Top of Provided entries

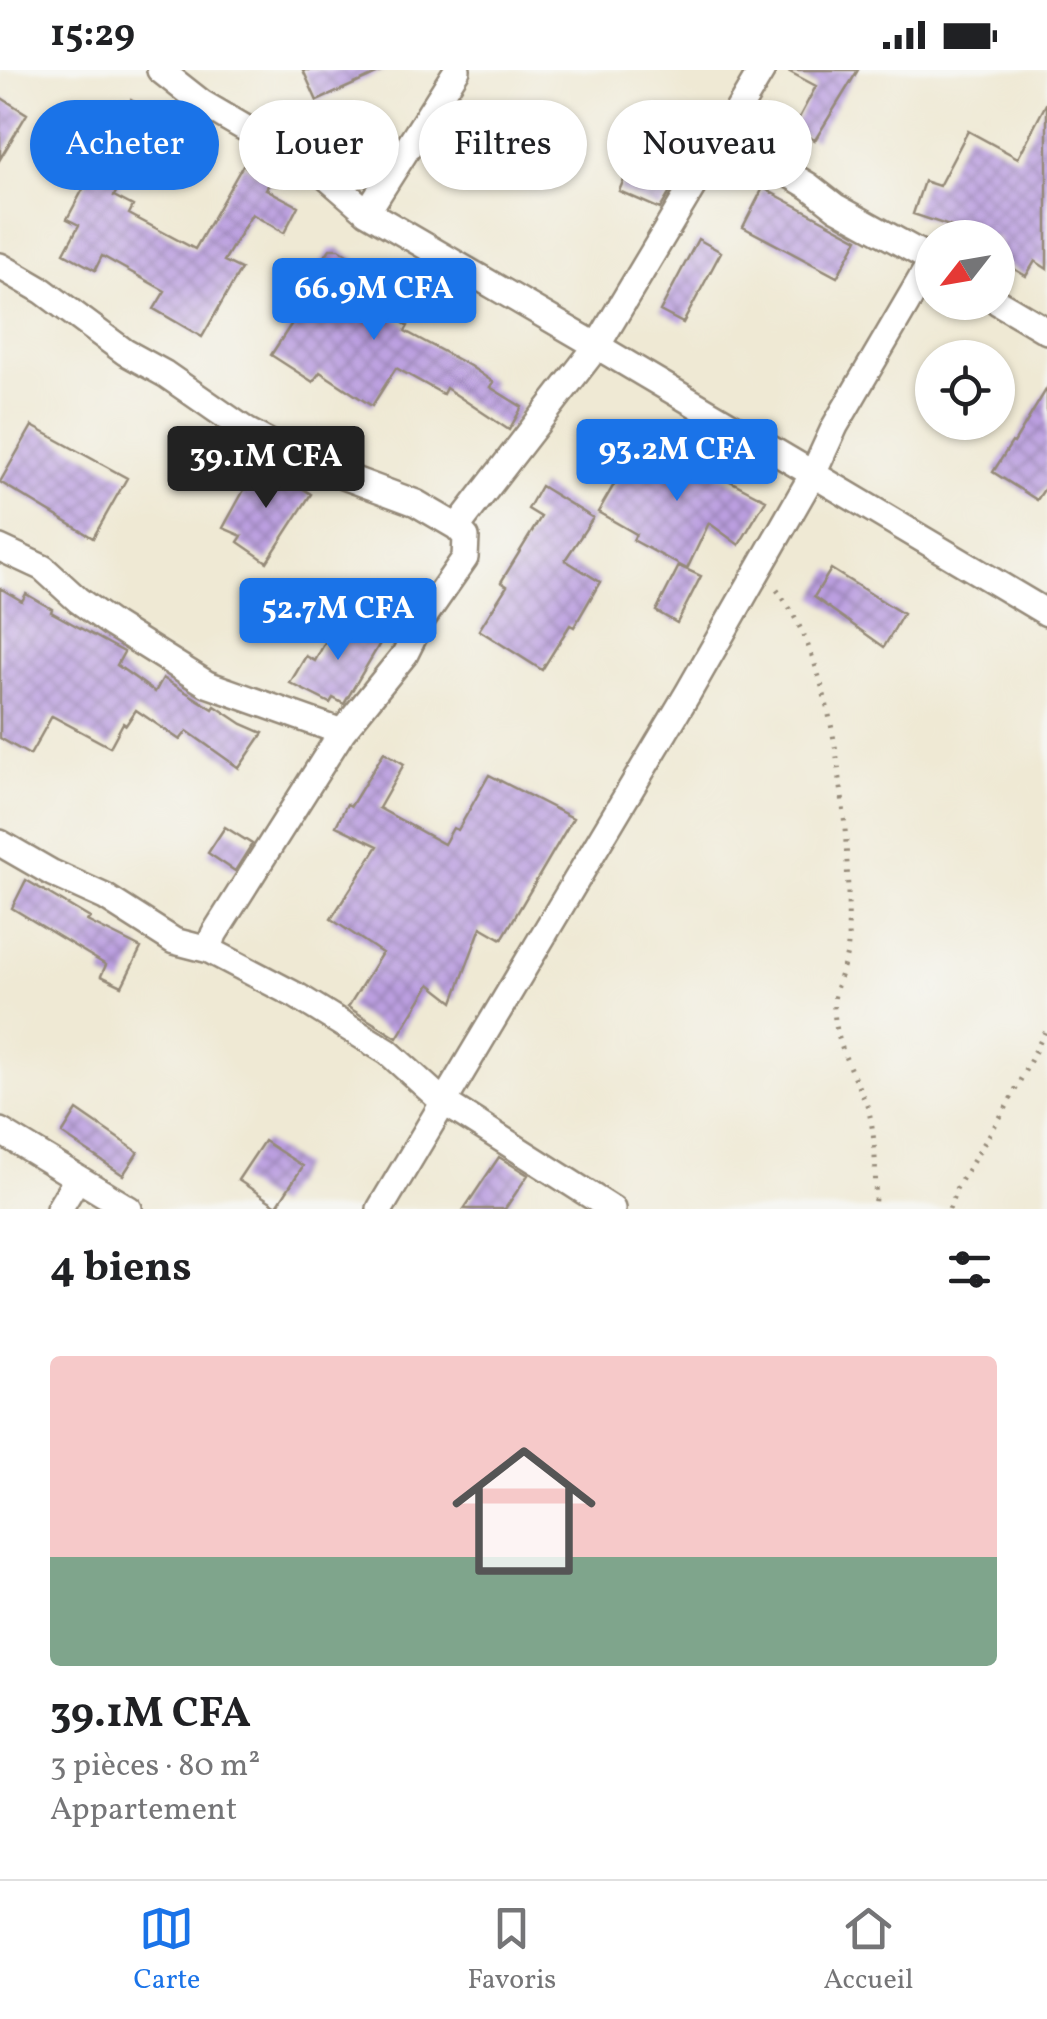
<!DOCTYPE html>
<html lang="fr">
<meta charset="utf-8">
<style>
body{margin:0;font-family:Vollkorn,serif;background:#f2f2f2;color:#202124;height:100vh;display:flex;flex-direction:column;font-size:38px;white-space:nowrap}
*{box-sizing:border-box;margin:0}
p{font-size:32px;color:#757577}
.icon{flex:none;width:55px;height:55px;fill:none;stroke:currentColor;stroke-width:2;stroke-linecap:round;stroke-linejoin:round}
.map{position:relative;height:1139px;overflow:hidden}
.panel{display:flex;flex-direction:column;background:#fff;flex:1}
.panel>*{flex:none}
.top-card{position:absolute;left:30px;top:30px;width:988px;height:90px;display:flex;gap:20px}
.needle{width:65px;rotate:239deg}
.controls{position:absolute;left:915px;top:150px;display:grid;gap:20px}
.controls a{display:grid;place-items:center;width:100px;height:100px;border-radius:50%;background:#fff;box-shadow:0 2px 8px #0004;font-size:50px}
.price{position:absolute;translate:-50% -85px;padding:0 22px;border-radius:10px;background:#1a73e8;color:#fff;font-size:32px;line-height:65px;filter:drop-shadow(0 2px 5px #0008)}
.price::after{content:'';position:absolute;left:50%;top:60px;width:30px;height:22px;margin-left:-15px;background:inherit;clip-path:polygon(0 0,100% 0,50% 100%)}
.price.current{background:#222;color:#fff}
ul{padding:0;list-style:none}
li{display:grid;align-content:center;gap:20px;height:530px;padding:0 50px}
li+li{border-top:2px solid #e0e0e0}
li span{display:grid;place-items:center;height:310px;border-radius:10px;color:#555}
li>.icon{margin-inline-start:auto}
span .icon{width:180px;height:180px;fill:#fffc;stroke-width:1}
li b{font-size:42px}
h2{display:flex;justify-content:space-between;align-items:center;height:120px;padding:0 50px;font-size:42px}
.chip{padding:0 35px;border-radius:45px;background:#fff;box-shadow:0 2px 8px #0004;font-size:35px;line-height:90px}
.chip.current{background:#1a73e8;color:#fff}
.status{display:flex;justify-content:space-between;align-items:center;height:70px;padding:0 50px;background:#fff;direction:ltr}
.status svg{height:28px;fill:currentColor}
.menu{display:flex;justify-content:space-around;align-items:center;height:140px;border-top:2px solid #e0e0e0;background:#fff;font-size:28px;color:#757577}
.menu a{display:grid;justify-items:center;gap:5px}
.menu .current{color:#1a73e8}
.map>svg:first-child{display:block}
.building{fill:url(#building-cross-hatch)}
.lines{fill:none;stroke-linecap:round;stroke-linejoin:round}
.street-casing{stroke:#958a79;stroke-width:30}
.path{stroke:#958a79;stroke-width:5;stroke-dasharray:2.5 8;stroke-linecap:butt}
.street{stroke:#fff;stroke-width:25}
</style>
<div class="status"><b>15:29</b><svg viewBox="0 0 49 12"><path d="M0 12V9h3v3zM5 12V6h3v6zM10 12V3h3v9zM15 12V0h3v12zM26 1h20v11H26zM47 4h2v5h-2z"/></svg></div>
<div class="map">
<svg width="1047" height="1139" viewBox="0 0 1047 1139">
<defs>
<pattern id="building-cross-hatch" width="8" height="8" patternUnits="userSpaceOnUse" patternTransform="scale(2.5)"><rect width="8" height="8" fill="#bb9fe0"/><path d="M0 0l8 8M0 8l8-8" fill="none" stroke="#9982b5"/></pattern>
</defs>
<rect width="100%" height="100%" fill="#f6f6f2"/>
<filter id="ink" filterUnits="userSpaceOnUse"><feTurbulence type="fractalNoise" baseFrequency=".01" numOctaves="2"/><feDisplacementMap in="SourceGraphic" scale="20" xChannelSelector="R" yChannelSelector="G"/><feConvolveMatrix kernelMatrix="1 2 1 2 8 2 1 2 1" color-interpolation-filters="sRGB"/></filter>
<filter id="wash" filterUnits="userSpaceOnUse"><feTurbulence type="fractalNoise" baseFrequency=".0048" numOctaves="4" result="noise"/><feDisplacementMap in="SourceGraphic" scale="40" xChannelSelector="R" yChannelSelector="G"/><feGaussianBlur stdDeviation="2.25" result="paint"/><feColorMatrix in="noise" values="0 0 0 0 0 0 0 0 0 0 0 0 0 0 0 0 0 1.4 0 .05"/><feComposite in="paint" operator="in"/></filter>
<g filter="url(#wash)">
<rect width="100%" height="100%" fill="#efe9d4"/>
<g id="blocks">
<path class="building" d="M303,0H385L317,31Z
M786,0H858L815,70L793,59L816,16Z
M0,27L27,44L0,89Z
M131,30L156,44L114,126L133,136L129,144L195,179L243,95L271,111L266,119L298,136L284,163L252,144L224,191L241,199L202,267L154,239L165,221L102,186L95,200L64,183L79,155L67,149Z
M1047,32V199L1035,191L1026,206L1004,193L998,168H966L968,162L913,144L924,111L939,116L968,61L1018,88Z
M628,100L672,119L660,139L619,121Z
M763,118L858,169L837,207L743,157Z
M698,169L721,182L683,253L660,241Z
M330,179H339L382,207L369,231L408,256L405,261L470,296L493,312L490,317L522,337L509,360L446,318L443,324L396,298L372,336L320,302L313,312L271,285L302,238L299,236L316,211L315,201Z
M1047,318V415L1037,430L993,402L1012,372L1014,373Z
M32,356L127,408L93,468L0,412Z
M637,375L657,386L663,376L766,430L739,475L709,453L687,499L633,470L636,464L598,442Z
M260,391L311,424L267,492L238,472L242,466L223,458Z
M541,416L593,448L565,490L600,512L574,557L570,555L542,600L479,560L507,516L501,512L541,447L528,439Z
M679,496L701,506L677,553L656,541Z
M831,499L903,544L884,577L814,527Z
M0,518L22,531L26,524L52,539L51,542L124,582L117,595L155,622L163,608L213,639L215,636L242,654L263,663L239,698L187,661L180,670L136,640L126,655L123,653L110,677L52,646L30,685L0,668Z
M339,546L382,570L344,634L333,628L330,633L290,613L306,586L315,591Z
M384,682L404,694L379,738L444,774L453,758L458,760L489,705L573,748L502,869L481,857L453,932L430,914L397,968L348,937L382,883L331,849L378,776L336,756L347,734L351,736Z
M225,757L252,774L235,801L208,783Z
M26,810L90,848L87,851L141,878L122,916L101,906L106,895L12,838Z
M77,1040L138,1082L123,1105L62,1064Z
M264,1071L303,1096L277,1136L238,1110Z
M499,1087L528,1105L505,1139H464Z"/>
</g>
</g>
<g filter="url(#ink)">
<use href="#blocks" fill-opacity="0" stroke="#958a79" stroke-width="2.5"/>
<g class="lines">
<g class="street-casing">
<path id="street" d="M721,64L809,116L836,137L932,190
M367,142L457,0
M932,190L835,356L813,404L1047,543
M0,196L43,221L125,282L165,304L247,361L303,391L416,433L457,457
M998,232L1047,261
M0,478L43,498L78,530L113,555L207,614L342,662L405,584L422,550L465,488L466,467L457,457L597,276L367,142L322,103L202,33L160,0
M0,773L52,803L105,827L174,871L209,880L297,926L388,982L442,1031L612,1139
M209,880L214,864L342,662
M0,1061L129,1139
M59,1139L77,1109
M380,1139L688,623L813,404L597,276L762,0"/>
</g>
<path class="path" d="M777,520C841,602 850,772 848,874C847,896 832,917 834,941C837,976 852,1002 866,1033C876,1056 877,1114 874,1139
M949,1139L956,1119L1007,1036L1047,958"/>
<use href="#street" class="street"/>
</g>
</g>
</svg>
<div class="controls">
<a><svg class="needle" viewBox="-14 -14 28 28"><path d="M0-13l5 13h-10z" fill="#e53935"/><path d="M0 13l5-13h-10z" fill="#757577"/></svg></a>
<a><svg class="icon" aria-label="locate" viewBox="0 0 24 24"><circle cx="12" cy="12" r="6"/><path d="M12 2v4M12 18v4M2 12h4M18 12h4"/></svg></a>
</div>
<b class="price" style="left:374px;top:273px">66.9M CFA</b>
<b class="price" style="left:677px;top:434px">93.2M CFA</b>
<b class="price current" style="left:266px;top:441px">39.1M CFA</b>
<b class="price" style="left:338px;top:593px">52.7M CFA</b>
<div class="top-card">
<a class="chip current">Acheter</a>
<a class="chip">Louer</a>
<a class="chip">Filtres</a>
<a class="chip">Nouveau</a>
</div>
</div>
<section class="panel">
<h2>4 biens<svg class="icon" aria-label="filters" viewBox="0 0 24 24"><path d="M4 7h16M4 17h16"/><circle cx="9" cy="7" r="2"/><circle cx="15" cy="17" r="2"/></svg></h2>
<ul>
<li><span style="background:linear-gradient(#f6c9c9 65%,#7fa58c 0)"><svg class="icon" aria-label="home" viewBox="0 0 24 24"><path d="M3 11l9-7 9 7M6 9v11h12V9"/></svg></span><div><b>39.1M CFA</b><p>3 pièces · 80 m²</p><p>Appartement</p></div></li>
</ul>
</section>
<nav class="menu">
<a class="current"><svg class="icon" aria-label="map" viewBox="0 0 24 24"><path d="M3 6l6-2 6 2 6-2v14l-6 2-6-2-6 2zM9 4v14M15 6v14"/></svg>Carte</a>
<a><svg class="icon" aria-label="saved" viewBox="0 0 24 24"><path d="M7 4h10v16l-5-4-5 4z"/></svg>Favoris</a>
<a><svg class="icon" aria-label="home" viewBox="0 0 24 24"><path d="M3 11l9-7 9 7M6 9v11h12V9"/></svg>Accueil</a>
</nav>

Bottom of Provided entries

What the task requires:
Figure out how many lines above include the string "content", then report that number and nothing else.

Task response:
5